As far as the individual compounds, Kroll believes that MG, 7-OH-MG, the fermentation product mitragynine pseudoindoxyl, and semisynthetic analogs of each should be investigated as single-entity drugs. “But the semisynthetic analogs will likely be required, not just for intellectual property purposes, but for improved half-life and dosage formulation,” Kroll wrote. “Users have told me they need to dose with kratom tea up to four or five times in a day, and there is some published data that MG’s half-life [i.e., the time it takes for half of the administered amount to be eliminated from the bloodstream] is on the order of an hour.”

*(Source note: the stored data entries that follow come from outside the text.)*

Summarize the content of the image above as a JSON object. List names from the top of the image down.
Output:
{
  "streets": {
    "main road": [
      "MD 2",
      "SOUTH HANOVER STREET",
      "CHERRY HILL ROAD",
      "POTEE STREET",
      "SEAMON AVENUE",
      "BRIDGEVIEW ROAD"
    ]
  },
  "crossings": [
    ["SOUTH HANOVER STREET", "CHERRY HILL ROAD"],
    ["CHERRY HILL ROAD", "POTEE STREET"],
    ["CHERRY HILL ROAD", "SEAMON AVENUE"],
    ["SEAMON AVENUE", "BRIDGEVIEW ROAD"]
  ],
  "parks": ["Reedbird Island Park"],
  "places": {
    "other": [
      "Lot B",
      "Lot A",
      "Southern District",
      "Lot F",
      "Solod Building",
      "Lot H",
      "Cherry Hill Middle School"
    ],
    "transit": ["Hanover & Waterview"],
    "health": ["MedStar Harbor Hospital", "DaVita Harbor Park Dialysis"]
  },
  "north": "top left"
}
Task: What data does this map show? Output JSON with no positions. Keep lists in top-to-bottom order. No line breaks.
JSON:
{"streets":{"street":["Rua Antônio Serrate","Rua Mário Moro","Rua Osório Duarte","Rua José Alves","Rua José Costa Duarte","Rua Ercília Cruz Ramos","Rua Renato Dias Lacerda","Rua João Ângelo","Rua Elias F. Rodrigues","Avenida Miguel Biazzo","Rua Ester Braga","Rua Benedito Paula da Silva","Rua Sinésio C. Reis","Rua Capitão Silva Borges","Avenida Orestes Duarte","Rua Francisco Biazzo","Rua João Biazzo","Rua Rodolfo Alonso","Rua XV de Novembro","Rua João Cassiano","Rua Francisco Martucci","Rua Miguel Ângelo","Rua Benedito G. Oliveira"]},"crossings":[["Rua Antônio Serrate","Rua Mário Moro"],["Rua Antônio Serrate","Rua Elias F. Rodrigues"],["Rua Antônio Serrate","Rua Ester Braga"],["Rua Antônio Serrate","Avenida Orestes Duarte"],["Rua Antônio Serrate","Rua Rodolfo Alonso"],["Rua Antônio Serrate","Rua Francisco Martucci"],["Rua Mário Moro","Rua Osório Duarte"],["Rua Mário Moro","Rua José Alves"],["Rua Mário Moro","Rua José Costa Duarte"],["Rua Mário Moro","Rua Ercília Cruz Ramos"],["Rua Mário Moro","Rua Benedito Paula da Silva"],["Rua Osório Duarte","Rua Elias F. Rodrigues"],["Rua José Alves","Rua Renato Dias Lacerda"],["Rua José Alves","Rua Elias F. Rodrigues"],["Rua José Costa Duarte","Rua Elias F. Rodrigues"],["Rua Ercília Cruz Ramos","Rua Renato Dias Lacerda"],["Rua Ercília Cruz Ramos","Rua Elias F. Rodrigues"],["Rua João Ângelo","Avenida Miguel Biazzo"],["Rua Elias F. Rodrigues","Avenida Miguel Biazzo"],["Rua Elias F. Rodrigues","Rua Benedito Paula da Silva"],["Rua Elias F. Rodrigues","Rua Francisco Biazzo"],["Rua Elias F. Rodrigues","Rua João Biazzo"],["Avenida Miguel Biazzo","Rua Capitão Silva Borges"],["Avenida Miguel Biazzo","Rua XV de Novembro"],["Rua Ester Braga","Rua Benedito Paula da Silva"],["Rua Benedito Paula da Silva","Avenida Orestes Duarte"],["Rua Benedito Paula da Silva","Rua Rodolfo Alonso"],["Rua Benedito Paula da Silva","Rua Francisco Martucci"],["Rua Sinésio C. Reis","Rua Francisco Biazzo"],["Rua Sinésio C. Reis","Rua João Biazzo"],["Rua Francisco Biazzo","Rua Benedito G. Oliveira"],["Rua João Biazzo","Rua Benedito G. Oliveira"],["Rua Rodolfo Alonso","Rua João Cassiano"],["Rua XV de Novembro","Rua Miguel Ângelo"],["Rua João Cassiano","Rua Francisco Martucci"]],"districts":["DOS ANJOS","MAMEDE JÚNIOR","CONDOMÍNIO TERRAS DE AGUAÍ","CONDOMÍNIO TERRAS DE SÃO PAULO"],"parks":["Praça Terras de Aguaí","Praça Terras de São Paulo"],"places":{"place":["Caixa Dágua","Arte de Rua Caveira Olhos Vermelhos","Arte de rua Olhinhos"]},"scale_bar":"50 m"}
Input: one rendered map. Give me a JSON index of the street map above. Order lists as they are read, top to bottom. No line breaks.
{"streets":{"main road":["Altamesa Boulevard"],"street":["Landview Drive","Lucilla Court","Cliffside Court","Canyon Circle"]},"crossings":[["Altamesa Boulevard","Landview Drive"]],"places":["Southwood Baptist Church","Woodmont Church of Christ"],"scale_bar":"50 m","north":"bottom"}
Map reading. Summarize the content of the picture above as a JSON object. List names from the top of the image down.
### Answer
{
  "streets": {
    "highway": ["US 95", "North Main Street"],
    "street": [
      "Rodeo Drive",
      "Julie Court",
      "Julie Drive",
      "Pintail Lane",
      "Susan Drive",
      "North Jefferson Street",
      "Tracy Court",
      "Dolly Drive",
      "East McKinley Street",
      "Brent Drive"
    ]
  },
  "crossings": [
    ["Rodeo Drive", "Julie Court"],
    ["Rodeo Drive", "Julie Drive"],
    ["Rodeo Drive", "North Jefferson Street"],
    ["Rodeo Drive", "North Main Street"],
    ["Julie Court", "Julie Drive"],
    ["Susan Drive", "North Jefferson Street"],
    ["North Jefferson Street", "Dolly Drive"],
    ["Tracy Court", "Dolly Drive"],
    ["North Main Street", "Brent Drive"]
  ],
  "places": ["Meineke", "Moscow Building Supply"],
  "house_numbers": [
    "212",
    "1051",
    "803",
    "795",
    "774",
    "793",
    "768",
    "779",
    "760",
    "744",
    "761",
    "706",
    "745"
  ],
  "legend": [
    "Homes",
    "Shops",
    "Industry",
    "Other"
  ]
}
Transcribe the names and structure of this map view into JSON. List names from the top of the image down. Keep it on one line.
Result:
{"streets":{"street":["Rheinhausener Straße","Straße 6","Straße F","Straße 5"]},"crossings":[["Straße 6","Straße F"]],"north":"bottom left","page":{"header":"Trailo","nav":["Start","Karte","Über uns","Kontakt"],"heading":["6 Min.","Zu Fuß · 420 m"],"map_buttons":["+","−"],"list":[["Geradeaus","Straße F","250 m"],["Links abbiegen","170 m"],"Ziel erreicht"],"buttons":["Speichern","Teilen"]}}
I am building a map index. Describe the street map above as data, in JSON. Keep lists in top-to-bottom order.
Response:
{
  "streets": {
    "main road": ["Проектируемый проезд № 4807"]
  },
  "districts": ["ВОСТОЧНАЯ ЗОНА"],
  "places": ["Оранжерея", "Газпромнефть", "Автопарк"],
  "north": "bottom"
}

Though according to some it is not legally realistic to expect kratom to remain unregulated, there is interest within the scientific community about the potential for new therapeutics derived from the plant (either single compounds or whole-plant preparations) to become safer and better pain-relievers and opioid recovery aids. “At a time when the opioid dependence issue is at its greatest national awareness,” Kroll wrote, “I think we need any tool — pharmacological, psychological, [mindful] meditation, yoga, etc. — that can relieve people of the burden, pain, and potential lethality of substance dependence.”